Exercise prompt:
Where a line in the material below has the string "Dunkin", please report it.

▼

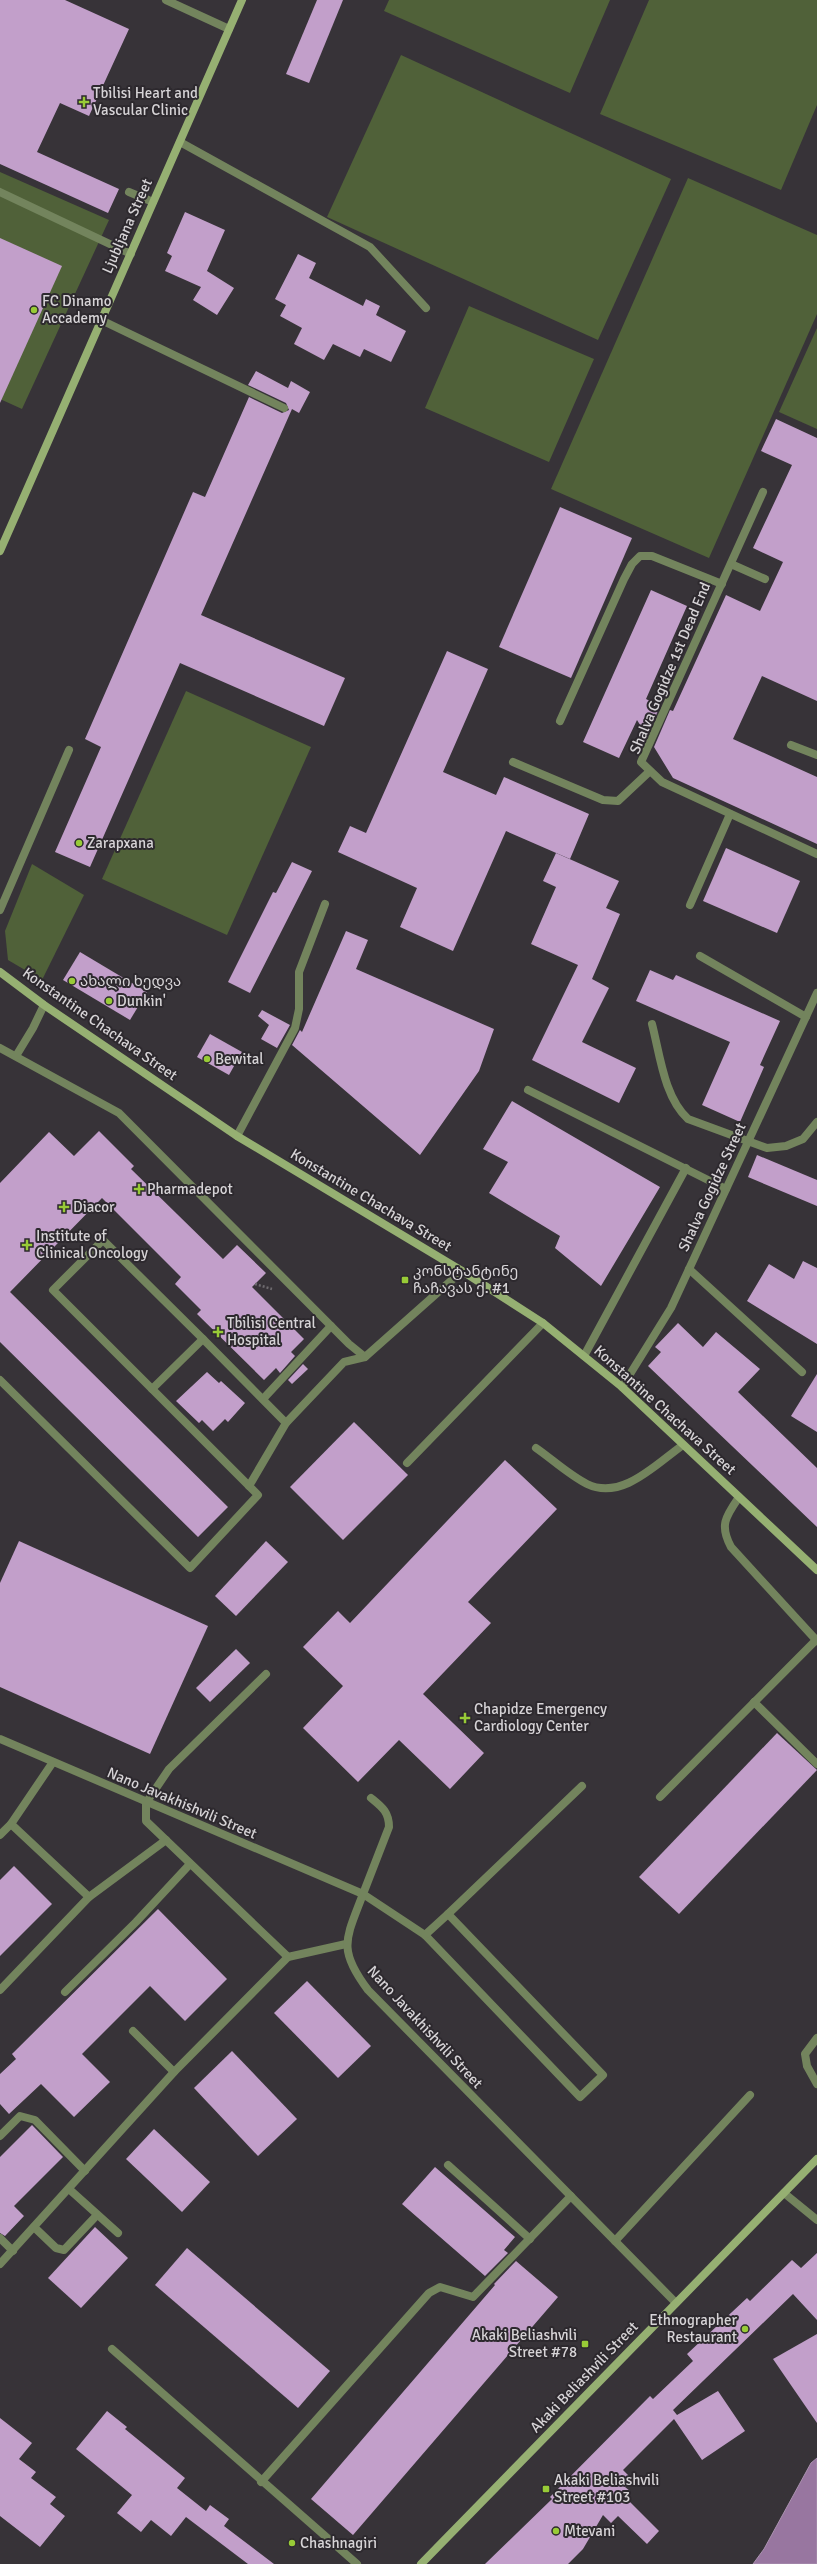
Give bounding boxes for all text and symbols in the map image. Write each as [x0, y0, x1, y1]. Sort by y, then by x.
place label: Tbilisi Heart and Vascular Clinic [93, 84, 198, 119]
marker: Tbilisi Heart and Vascular Clinic [78, 96, 90, 108]
street label: Ljubljana Street [98, 176, 156, 276]
place label: FC Dinamo Accademy [42, 292, 112, 327]
marker: FC Dinamo Accademy [29, 305, 39, 315]
street label: Shalva Gogidze 1st Dead End [626, 580, 714, 756]
place label: Zarapxana [87, 834, 154, 852]
marker: Zarapxana [74, 838, 84, 848]
street label: Konstantine Chachava Street [19, 964, 181, 1084]
place label: ახალი ხედვა [80, 972, 181, 990]
marker: ახალი ხედვა [67, 976, 77, 986]
place label: Dunkin' [117, 992, 166, 1010]
marker: Dunkin' [104, 996, 114, 1006]
place label: Bewital [215, 1050, 264, 1068]
marker: Bewital [202, 1054, 212, 1064]
street label: Shalva Gogidze Street [674, 1120, 750, 1254]
street label: Konstantine Chachava Street [287, 1145, 455, 1255]
place label: Pharmadepot [147, 1180, 233, 1198]
marker: Pharmadepot [134, 1184, 144, 1194]
place label: Diacor [73, 1198, 115, 1216]
marker: Diacor [58, 1201, 70, 1213]
place label: Institute of Clinical Oncology [36, 1227, 148, 1262]
marker: Institute of Clinical Oncology [21, 1239, 33, 1251]
place label: კონსტანტინე ჩაჩავას ქ. #1 [413, 1262, 518, 1297]
marker: კონსტანტინე ჩაჩავას ქ. #1 [400, 1275, 410, 1285]
place label: Tbilisi Central Hospital [227, 1314, 316, 1349]
marker: Tbilisi Central Hospital [212, 1326, 224, 1338]
street label: Konstantine Chachava Street [590, 1341, 740, 1479]
place label: Chapidze Emergency Cardiology Center [474, 1700, 607, 1735]
marker: Chapidze Emergency Cardiology Center [459, 1712, 471, 1724]
street label: Nano Javakhishvili Street [104, 1763, 260, 1843]
street label: Nano Javakhishvili Street [364, 1962, 486, 2092]
place label: Ethnographer Restaurant [649, 2311, 737, 2346]
street label: Akaki Beliashvili Street [526, 2318, 642, 2436]
marker: Ethnographer Restaurant [740, 2324, 750, 2334]
place label: Akaki Beliashvili Street #78 [472, 2326, 577, 2361]
marker: Akaki Beliashvili Street #78 [580, 2339, 590, 2349]
place label: Akaki Beliashvili Street #103 [554, 2471, 659, 2506]
marker: Akaki Beliashvili Street #103 [541, 2484, 551, 2494]
place label: Mtevani [564, 2522, 615, 2540]
marker: Mtevani [551, 2526, 561, 2536]
place label: Chashnagiri [300, 2534, 377, 2552]
marker: Chashnagiri [287, 2538, 297, 2548]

▲

Exercise result:
place label: Dunkin' [117, 992, 166, 1010]
marker: Dunkin' [104, 996, 114, 1006]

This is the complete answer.